• _WORK INSTRUCTIONS_
Starting with the first line of the records, write out each line exactly until you have included the line containing "0 #7b756d) drop-shadow(-2px".

• _RECORDS FOR THE TASK_
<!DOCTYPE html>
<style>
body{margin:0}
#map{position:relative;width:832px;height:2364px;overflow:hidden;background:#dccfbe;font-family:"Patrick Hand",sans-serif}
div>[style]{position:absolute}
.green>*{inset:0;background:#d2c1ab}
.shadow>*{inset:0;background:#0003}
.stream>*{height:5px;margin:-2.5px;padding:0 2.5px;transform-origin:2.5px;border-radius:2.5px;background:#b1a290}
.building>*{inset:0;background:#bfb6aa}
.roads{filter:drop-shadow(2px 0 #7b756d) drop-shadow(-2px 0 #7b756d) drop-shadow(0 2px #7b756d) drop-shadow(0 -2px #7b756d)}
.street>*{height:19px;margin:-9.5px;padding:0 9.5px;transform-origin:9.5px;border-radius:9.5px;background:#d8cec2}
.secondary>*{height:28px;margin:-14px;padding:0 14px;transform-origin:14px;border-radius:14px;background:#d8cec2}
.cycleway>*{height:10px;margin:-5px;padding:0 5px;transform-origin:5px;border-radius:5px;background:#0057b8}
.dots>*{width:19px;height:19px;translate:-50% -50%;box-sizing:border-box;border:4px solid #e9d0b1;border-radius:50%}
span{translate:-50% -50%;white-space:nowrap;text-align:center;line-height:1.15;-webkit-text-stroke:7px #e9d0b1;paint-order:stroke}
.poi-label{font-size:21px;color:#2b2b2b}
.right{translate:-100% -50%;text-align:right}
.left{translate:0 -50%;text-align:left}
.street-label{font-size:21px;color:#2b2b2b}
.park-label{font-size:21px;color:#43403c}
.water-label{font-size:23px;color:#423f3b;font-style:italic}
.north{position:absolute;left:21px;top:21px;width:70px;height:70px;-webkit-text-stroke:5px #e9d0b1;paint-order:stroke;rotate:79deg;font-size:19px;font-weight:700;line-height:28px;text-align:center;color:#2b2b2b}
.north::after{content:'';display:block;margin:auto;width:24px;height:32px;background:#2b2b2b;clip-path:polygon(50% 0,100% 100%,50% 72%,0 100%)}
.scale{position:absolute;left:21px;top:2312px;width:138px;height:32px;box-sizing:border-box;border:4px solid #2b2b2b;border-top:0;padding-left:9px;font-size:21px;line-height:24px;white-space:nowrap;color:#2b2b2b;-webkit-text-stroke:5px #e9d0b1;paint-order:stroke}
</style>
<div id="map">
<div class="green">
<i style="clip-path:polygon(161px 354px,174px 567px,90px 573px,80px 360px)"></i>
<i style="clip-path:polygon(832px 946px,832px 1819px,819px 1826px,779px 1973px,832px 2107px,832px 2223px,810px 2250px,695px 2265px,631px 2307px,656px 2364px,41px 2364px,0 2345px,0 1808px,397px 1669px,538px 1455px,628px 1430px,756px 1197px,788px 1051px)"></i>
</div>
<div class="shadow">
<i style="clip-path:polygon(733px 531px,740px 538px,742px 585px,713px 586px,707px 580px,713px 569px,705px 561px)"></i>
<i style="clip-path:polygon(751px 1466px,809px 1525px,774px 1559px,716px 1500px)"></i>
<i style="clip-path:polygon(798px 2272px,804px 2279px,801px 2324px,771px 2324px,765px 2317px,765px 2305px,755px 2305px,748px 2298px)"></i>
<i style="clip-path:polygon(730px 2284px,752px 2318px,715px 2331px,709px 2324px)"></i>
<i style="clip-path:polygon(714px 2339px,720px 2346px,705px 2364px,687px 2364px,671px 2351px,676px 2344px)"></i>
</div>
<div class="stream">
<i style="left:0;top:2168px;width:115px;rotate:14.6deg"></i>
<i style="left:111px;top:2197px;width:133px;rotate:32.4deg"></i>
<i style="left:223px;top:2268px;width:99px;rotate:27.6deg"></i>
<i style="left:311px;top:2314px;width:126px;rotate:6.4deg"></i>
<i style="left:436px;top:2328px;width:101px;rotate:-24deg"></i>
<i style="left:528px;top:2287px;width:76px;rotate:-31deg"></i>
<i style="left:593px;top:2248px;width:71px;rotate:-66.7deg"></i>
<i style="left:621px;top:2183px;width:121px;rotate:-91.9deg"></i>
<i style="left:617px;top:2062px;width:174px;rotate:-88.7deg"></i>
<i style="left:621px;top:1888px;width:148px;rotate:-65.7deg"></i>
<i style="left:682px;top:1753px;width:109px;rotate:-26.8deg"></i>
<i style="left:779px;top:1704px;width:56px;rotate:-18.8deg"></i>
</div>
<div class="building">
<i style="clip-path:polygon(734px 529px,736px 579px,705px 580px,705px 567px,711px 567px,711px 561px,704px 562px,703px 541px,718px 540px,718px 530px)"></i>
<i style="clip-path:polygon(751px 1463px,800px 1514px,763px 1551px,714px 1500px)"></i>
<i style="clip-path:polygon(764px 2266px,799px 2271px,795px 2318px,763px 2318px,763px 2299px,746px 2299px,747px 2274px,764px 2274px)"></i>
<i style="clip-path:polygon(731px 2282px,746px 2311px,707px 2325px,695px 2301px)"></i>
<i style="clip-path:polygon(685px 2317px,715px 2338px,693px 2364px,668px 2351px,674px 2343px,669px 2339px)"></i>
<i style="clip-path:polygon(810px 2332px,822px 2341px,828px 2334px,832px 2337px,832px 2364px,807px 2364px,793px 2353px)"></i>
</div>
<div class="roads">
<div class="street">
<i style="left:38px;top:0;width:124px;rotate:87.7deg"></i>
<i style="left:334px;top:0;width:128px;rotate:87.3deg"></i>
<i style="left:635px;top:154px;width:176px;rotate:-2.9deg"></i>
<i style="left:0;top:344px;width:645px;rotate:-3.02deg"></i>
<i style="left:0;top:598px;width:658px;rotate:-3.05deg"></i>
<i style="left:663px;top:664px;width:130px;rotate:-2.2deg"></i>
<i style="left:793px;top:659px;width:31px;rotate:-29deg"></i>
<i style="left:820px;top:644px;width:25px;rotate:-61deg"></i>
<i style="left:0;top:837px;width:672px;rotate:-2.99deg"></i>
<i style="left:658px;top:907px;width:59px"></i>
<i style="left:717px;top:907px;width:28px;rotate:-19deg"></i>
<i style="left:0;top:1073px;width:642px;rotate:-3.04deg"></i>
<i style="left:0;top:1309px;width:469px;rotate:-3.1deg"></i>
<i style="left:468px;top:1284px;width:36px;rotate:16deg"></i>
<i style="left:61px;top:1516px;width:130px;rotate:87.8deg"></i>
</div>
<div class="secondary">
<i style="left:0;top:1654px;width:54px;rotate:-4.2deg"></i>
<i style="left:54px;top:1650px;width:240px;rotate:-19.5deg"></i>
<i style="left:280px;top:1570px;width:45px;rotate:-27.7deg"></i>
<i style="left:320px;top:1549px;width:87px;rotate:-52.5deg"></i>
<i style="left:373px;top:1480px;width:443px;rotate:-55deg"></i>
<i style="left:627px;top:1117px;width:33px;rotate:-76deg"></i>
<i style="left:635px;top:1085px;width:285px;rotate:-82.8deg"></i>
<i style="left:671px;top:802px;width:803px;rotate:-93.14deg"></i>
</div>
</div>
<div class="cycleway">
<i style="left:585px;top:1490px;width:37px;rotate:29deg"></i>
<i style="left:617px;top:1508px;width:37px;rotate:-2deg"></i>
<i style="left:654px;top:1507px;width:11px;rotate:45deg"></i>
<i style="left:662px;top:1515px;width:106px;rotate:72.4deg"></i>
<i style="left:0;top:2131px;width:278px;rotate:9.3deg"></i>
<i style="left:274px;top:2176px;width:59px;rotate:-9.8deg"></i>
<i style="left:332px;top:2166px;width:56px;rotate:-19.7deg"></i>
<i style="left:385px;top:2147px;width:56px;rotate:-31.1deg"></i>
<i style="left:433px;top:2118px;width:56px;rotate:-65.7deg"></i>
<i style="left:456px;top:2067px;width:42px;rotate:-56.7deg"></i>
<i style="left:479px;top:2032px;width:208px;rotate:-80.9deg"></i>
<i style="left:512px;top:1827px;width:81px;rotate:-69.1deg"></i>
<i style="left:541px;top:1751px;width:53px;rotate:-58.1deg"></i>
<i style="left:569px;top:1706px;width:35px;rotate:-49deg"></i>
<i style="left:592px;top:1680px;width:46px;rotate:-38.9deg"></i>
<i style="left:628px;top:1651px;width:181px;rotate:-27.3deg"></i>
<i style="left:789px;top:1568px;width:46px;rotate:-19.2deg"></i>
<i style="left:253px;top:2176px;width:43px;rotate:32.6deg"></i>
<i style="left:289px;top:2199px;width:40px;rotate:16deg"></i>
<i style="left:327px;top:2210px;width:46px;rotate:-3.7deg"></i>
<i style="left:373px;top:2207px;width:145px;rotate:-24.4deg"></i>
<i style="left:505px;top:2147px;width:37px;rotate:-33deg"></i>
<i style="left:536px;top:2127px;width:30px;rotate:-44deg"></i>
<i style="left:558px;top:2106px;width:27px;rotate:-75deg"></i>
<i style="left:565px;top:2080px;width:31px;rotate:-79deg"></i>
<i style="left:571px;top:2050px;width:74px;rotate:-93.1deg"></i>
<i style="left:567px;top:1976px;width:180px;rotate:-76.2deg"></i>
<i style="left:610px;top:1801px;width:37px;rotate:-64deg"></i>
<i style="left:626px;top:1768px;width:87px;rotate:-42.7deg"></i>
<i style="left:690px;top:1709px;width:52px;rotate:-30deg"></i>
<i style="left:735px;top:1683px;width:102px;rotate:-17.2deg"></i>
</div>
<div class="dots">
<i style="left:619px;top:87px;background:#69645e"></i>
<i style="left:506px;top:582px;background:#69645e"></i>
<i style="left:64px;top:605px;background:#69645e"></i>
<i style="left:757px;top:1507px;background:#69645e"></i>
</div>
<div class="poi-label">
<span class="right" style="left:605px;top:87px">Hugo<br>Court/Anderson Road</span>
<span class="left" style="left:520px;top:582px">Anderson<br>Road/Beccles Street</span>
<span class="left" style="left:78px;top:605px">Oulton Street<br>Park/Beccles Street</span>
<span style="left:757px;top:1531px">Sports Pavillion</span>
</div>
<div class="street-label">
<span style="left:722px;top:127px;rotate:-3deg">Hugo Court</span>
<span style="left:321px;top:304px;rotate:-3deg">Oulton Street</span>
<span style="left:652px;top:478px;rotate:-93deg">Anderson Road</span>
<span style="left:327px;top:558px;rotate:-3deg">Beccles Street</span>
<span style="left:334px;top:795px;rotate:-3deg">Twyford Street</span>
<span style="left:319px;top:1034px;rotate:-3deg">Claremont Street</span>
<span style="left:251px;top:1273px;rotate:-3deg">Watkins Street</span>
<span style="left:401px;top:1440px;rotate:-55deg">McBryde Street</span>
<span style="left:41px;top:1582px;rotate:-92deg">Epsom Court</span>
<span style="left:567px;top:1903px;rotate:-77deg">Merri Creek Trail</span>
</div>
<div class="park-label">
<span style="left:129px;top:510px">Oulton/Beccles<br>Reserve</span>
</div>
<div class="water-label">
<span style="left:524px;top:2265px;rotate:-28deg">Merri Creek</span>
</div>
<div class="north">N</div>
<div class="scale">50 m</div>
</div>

• _YOUR SOLUTION_
<!DOCTYPE html>
<style>
body{margin:0}
#map{position:relative;width:832px;height:2364px;overflow:hidden;background:#dccfbe;font-family:"Patrick Hand",sans-serif}
div>[style]{position:absolute}
.green>*{inset:0;background:#d2c1ab}
.shadow>*{inset:0;background:#0003}
.stream>*{height:5px;margin:-2.5px;padding:0 2.5px;transform-origin:2.5px;border-radius:2.5px;background:#b1a290}
.building>*{inset:0;background:#bfb6aa}
.roads{filter:drop-shadow(2px 0 #7b756d) drop-shadow(-2px 0 #7b756d) drop-shadow(0 2px #7b756d) drop-shadow(0 -2px #7b756d)}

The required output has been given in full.